╭─ The data
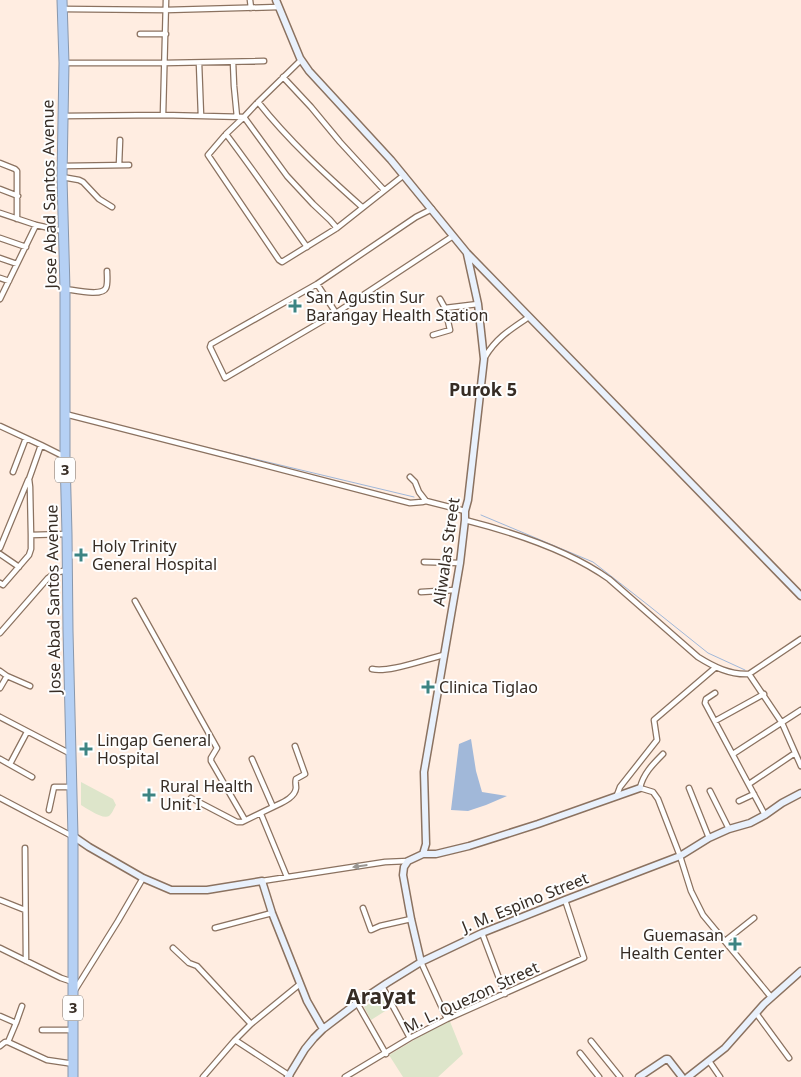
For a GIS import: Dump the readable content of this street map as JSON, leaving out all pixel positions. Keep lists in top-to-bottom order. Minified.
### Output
╰─
╭─ The data
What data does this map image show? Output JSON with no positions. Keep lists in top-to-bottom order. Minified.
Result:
╰─
● Task description
All that is needed is the number of lines in the listing holding the word "this".

● Response below
2